# Performance Comparison of Sketch Algorithms

This notebook compares the performance and accuracy of different probabilistic data structures implemented in the sketches library.

In [ ]:
import sketches
import numpy as np
import polars as pl
import matplotlib.pyplot as plt
import time
from collections import defaultdict

## Accuracy Comparison

Let's compare the accuracy of different sketch algorithms across various cardinalities.

In [ ]:
def test_accuracy(sketch_class, cardinalities, lg_k=12, k=4096):
    results = []
    
    for n in cardinalities:
        if 'Theta' in sketch_class.__name__:
            sketch = sketch_class(k)
        elif 'Cpc' in sketch_class.__name__:
            sketch = sketch_class(lg_k)
        else:
            sketch = sketch_class(lg_k)
            
        # Add n unique elements
        for i in range(n):
            sketch.update(f"item_{i}")
            
        estimate = sketch.estimate()
        error = abs(estimate - n) / n
        results.append({'cardinality': n, 'estimate': estimate, 'error': error})
        
    return results

In [ ]:
# Test cardinalities
cardinalities = [100, 500, 1000, 5000, 10000, 50000, 100000]

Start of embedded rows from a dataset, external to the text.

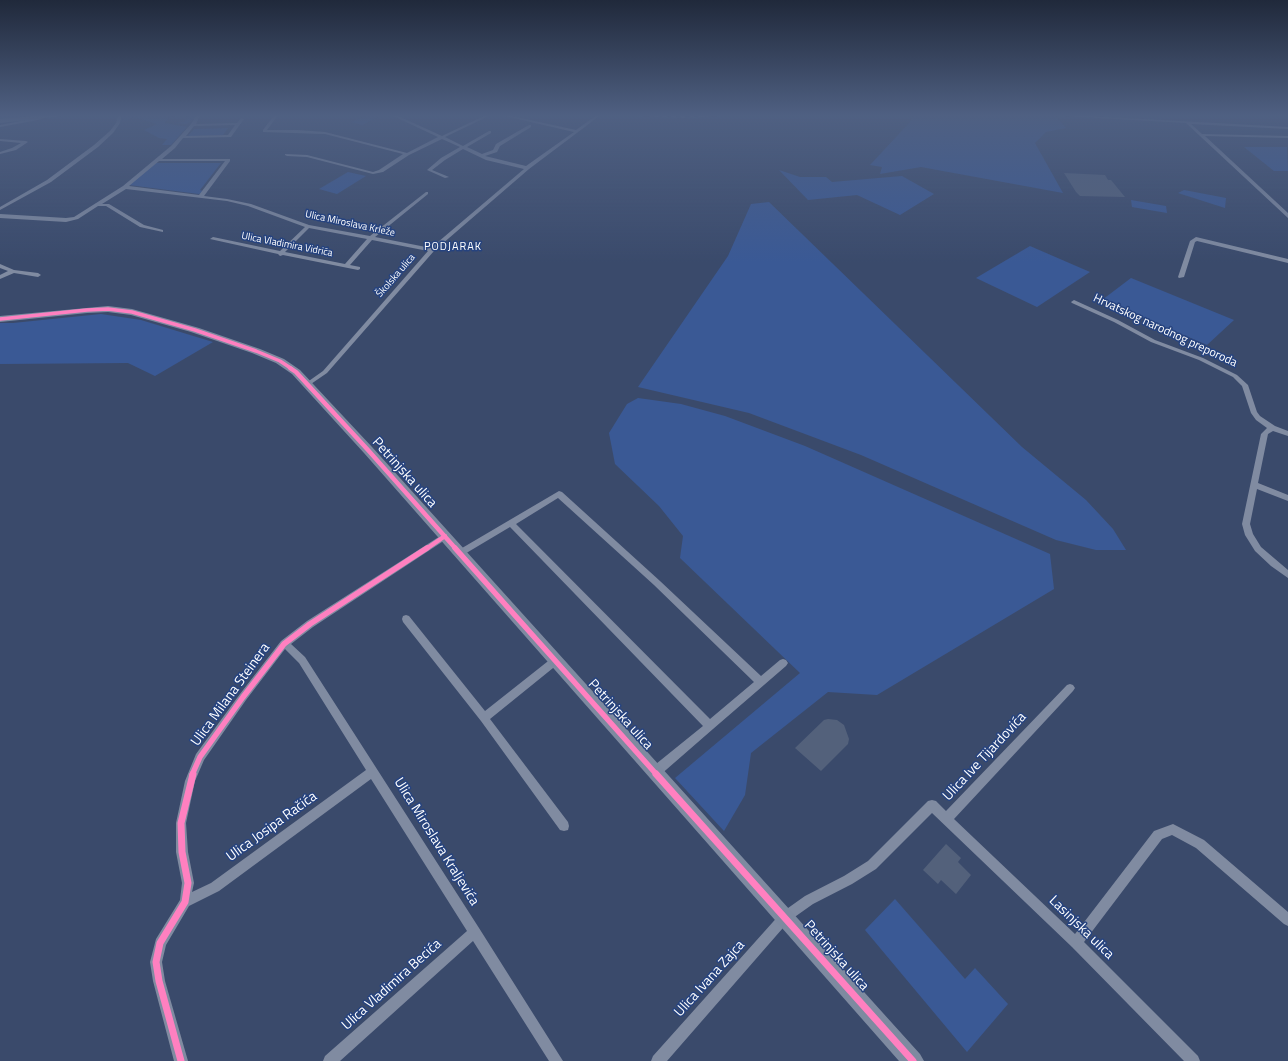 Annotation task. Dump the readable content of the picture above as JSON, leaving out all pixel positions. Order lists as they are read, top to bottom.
{
  "streets": {
    "main road": ["Petrinjska ulica"],
    "street": [
      "Ulica Miroslava Krleže",
      "Ulica Vladimira Vidrića",
      "Školska ulica",
      "Hrvatskog narodnog preporoda",
      "Ulica Milana Steinera",
      "Ulica Ive Tijardovića",
      "Ulica Josipa Račića",
      "Ulica Miroslava Kraljevića",
      "Lasinjska ulica",
      "Ulica Ivana Zajca",
      "Ulica Vladimira Becića"
    ]
  },
  "crossings": [
    ["Ulica Miroslava Krleže", "Školska ulica"],
    ["Školska ulica", "Petrinjska ulica"],
    ["Petrinjska ulica", "Ulica Milana Steinera"],
    ["Petrinjska ulica", "Ulica Ive Tijardovića"],
    ["Petrinjska ulica", "Ulica Ivana Zajca"],
    ["Ulica Milana Steinera", "Ulica Josipa Račića"],
    ["Ulica Milana Steinera", "Ulica Miroslava Kraljevića"],
    ["Ulica Ive Tijardovića", "Lasinjska ulica"],
    ["Ulica Ive Tijardovića", "Ulica Ivana Zajca"],
    ["Ulica Josipa Račića", "Ulica Miroslava Kraljevića"],
    ["Ulica Miroslava Kraljevića", "Ulica Vladimira Becića"]
  ],
  "districts": ["PODJARAK"]
} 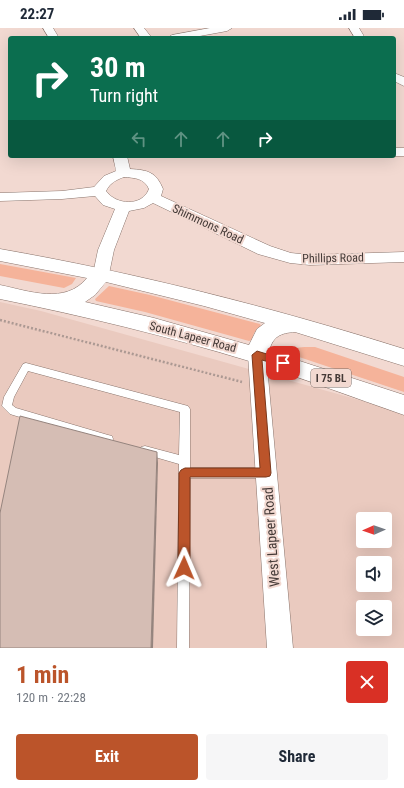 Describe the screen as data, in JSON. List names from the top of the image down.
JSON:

# Test different sketch types
sketch_classes = [
    sketches.HllSketch,
    sketches.CpcSketch,
    sketches.ThetaSketch
]

accuracy_results = {}
for sketch_class in sketch_classes:
    print(f"Testing {sketch_class.__name__}...")
    accuracy_results[sketch_class.__name__] = test_accuracy(sketch_class, cardinalities)

In [ ]:
# Plot accuracy results
plt.figure(figsize=(12, 8))

for sketch_name, results in accuracy_results.items():
    df = pl.DataFrame(results)
    cardinality_data = df['cardinality'].to_numpy()
    error_data = df['error'].to_numpy()
    plt.plot(cardinality_data, error_data, marker='o', label=sketch_name, linewidth=2)

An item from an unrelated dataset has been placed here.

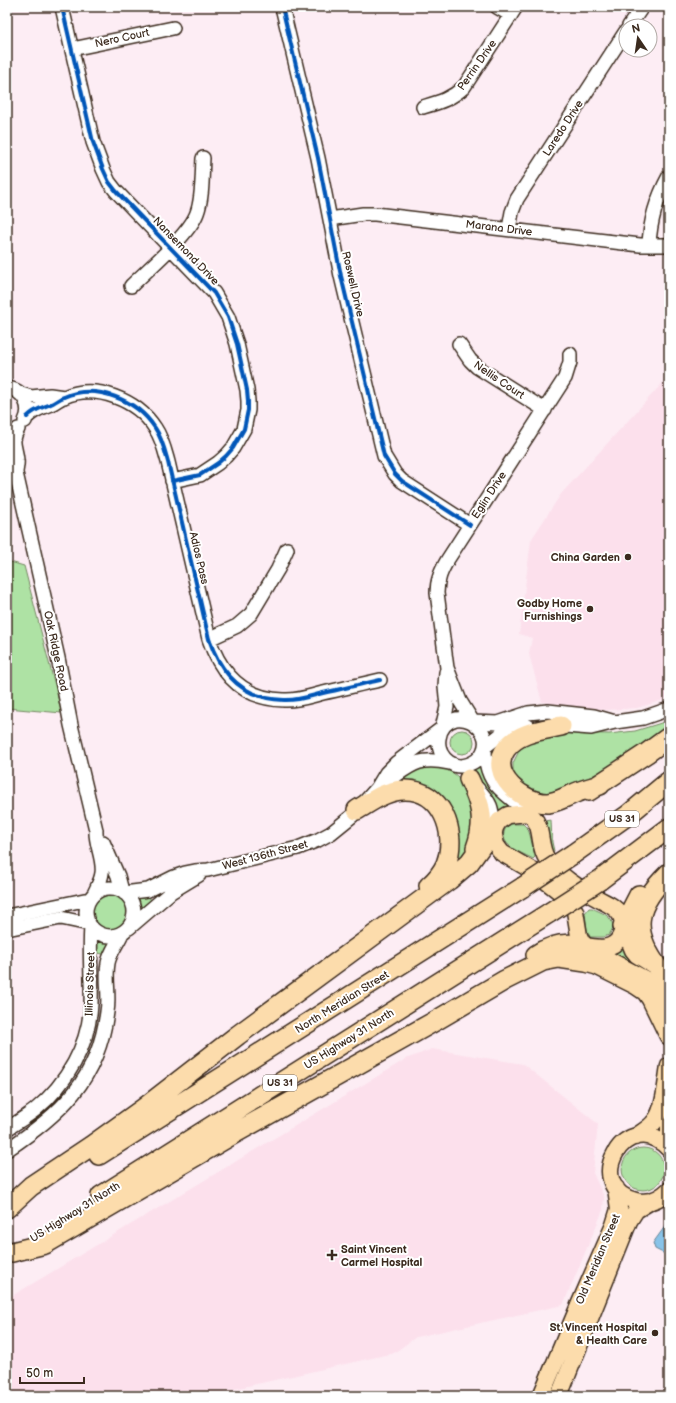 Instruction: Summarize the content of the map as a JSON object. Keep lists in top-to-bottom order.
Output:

plt.xlabel('True Cardinality')
plt.ylabel('Relative Error')
plt.title('Accuracy Comparison of Sketch Algorithms')
plt.legend()
plt.grid(True, alpha=0.3)
plt.xscale('log')
plt.yscale('log')
plt.show()

## Performance Comparison

Now let's compare the update performance of different algorithms.

In [ ]:
def benchmark_updates(sketch_class, n_updates=100000, lg_k=12, k=4096):
    if 'Theta' in sketch_class.__name__:
        sketch = sketch_class(k)
    elif 'Cpc' in sketch_class.__name__:
        sketch = sketch_class(lg_k)
    else:
        sketch = sketch_class(lg_k)
    
    start_time = time.time()
    
    for i in range(n_updates):
        sketch.update(f"item_{i}")
    
    end_time = time.time()
    
    return {
        'total_time': end_time - start_time,
        'updates_per_second': n_updates / (end_time - start_time),
        'estimate': sketch.estimate()
    }

In [ ]:
# Benchmark performance
n_updates = 100000
performance_results = {}

for sketch_class in sketch_classes:
    print(f"Benchmarking {sketch_class.__name__}...")
    performance_results[sketch_class.__name__] = benchmark_updates(sketch_class, n_updates)

# Display results
perf_data = []
for name, results in performance_results.items():
    perf_data.append({
        'sketch': name,
        'total_time': results['total_time'],
        'updates_per_second': results['updates_per_second'],
        'estimate': results['estimate']
    })

perf_df = pl.DataFrame(perf_data)
print("\nPerformance Results:")
print(perf_df)

In [None]:
# Plot performance comparison
plt.figure(figsize=(10, 6))
sketch_names = list(performance_results.keys())
updates_per_sec = [performance_results[name]['updates_per_second'] for name in sketch_names]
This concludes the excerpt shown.